Sur le poutinisme : Galia Ackerman et Dina Khapaeva

Galia Ackerman, Le régiment immortel (La guerre sacrée de Poutine), Paris, Premier Parallèle, 2019, 288 p.

Dina Khapaeva, Crimes sans châtiment (Aux sources du poutinisme), traduit du russe par Nina Kéhayan, La Tour d’Aigues, L’Aube, 2023, 248 p.

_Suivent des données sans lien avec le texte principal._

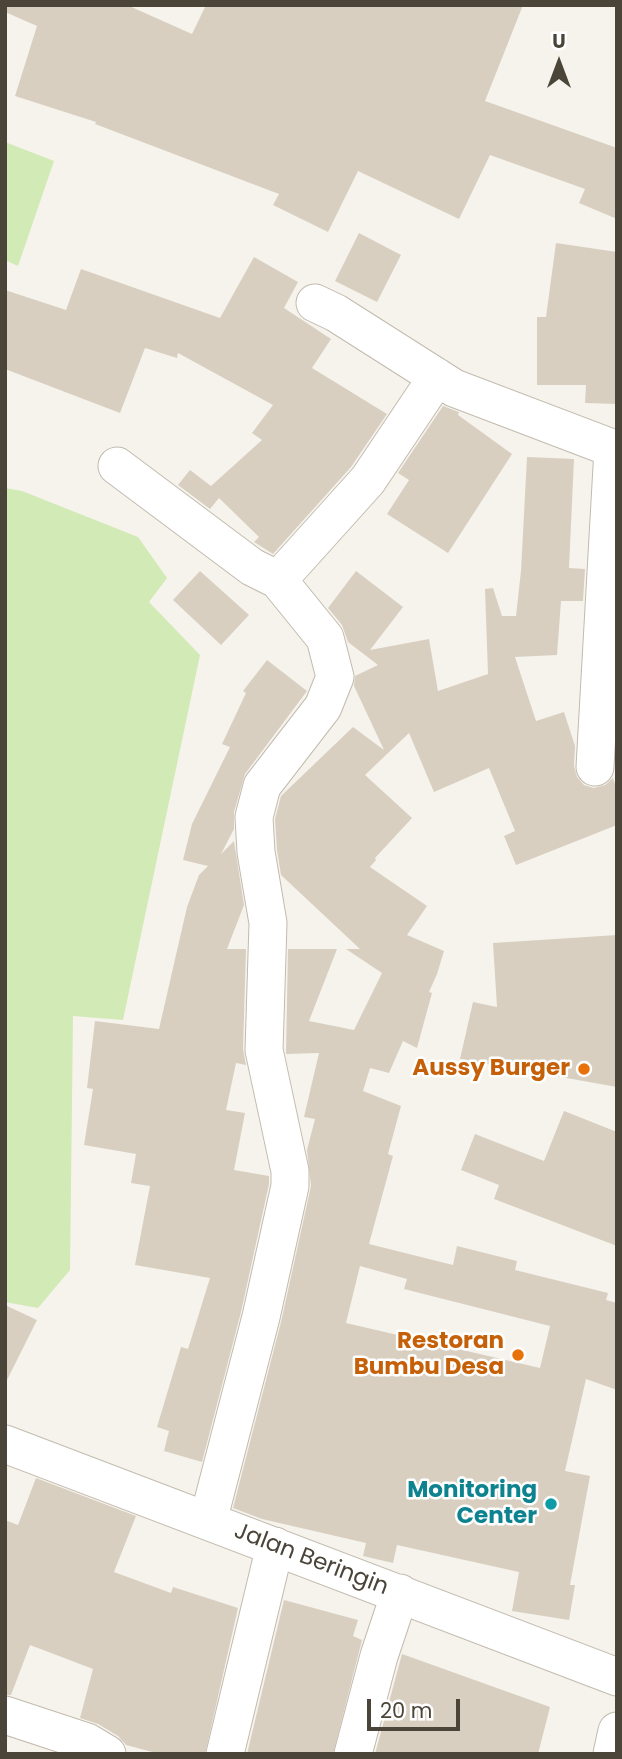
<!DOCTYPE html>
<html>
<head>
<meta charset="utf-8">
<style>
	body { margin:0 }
	#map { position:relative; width:622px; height:1759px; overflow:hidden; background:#f6f3ec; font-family:Poppins,sans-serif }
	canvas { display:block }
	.frame { position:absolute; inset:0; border:7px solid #4b4439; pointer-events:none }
	.north { position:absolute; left:524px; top:28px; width:70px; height:70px; -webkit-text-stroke:5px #fff; paint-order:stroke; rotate:0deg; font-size:19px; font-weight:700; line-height:28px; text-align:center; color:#4b4439 }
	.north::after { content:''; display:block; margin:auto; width:24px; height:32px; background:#4b4439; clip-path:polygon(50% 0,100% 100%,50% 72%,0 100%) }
	.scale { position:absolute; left:367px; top:1699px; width:93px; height:32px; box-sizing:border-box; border:4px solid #4b4439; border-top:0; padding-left:9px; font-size:21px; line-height:24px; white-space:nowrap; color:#4b4439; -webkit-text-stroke:5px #fff; paint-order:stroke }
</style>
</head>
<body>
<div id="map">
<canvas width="622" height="1759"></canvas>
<div class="frame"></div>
<div class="north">U</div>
<div class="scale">20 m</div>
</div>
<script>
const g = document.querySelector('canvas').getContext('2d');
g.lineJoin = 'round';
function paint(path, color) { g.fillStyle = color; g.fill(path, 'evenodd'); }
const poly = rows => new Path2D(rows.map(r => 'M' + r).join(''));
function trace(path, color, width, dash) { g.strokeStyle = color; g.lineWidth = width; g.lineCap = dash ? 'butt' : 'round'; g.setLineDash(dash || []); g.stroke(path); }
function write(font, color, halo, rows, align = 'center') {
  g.font = font + ' Poppins,sans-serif'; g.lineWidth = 5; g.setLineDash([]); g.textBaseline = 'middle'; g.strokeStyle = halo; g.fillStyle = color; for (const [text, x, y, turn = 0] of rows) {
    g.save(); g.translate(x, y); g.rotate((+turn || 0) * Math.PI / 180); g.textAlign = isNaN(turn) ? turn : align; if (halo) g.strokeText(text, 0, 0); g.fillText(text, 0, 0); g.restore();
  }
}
paint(poly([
	[5,142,54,161,18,266,5,260],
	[5,488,22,491,138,537,167,578,149,602,200,655,123,1020,73,1016,70,1270,38,1308,5,1302]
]), '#d2eab5');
paint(poly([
	[5,5,127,5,192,34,206,5,523,5,485,101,617,148,617,219,579,203,585,189,490,155,459,219,358,171,328,232,273,205,279,194,95,124,96,122,15,96,37,26,5,12],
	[359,233,401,255,377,302,335,281],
	[556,243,617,252,617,404,585,403,586,385,537,385,537,317,546,317],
	[254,257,298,282,284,308,331,339,312,368,387,414,351,467,273,554,254,542,259,537,219,498,210,509,178,485,190,470,211,486,262,440,252,433,273,405,178,353,177,358,145,348,120,413,5,369,5,290,66,310,81,269,220,318],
	[443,406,459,412,458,415,512,454,448,553,387,514,409,480,398,473],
	[527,457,574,459,569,568,585,569,583,601,561,601,557,655,515,657,536,721,564,712,575,746,574,766,577,777,584,785,594,788,605,785,613,778,617,791,617,825,516,865,504,836,515,831,489,768,434,792,409,733,365,775,412,818,375,858,376,860,370,867,427,906,407,935,444,951,437,974,429,992,432,993,417,1048,403,1041,389,1073,370,1068,363,1091,401,1106,388,1154,393,1156,369,1244,453,1265,457,1246,517,1261,515,1270,608,1293,606,1300,617,1303,617,1390,586,1379,565,1471,590,1476,570,1585,575,1585,569,1620,512,1611,519,1572,397,1545,393,1563,363,1556,366,1543,262,1519,233,1508,281,1322,311,1186,307,1150,315,1119,304,1117,319,1053,286,1054,288,949,337,949,309,1021,354,1030,382,973,346,949,360,949,281,875,277,850,275,819,281,796,353,727,384,750,354,686,355,676,378,665,348,642,342,625,328,608,356,571,403,607,370,650,429,639,438,691,488,674,485,589,493,588,502,616,516,616,521,571],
	[360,1266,407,1279,404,1289,550,1326,540,1368,346,1323],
	[200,571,249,615,221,645,173,600],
	[267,660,307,691,245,774,234,812,234,829,221,854,234,841,244,905,227,949,246,949,243,1049,246,1065,236,1063,226,1110,245,1113,234,1170,269,1176,269,1184,241,1312,202,1462,164,1451,169,1431,157,1427,181,1347,188,1349,210,1278,135,1265,150,1186,131,1183,136,1154,84,1145,93,1089,87,1088,95,1021,159,1029,187,907,199,875,208,866,183,860,192,824,230,747,222,744,246,693,243,691],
	[617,935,617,1087,460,1059,473,1002,497,1007,493,943],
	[564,1111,617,1132,617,1246,494,1199,499,1185,461,1170,475,1134,544,1161],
	[5,1305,37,1320,5,1384],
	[36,1478,136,1516,114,1572,171,1593,173,1587,238,1608,205,1754,160,1754,126,1745,118,1736,98,1724,80,1718,93,1669,30,1645,11,1695,5,1695,5,1520,18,1525],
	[284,1600,358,1620,353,1636,362,1640,333,1754,247,1754],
	[402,1654,550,1707,538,1754,375,1754]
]), '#d8cfc1');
const minor = poly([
	[315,303,336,313,454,388,617,450],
	[117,466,252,567,278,580,325,638,335,677,323,707,262,786,254,817,256,852,268,923,264,1050,290,1171,290,1186,261,1317,208,1521],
	[278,580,368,480,437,377],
	[595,767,613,449],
	[5,1444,617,1677],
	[5,1715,87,1742,107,1754],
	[225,1754,275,1546],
	[353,1754,379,1656,400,1593],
	[612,1754,617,1731]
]);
trace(minor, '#c2bbae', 39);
trace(minor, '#fff', 37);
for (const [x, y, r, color] of [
	[584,1069,7,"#e8710a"],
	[518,1355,7,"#e8710a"],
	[551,1504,7,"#0f9aa8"]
]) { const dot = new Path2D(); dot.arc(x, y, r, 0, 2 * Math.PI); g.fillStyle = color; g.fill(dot); trace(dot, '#fff', 2.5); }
write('bold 23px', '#c56008', '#fff', [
	["Aussy Burger",570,1069],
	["Restoran",504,1342],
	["Bumbu Desa",504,1368]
], 'right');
write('bold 23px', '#0d838f', '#fff', [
	["Monitoring",537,1491],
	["Center",537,1517]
], 'right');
write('23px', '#4b4439', '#fff', [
	["Jalan Beringin",311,1560,21]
]);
</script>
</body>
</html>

Avant l’agression de la Russie de Vladimir Poutine contre l’Ukraine le 24 février 2022, des hommes politiques français de la droite extrême à la gauche soi-disant radicale affirmaient leur considération, pour ne pas dire leurs sympathies, pour le régime du président de la Fédération de Russie. Un avant, l’un affirmait hautement qu’il ne croyait pas à « une attitude agressive de la Russie », comme si la deuxième guerre de Tchétchénie (1999-2009), celle de Géorgie en 2008, l’intervention en Syrie commencée en 2015 ou l’annexion de la Crimée en 2014 n’avaient pas eu lieu ou étaient dues au seul fait de la « politique agressive » des États-Unis et de l’OTAN. Un autre, deux mois avant le début du conflit, affirmait hautement qu’il prenait le pari que la Russie n’envahirait pas l’Ukraine, après avoir rêvé tout haut d’un « Poutine français », tandis qu’un parti rival allait y chercher le financement de ses activités.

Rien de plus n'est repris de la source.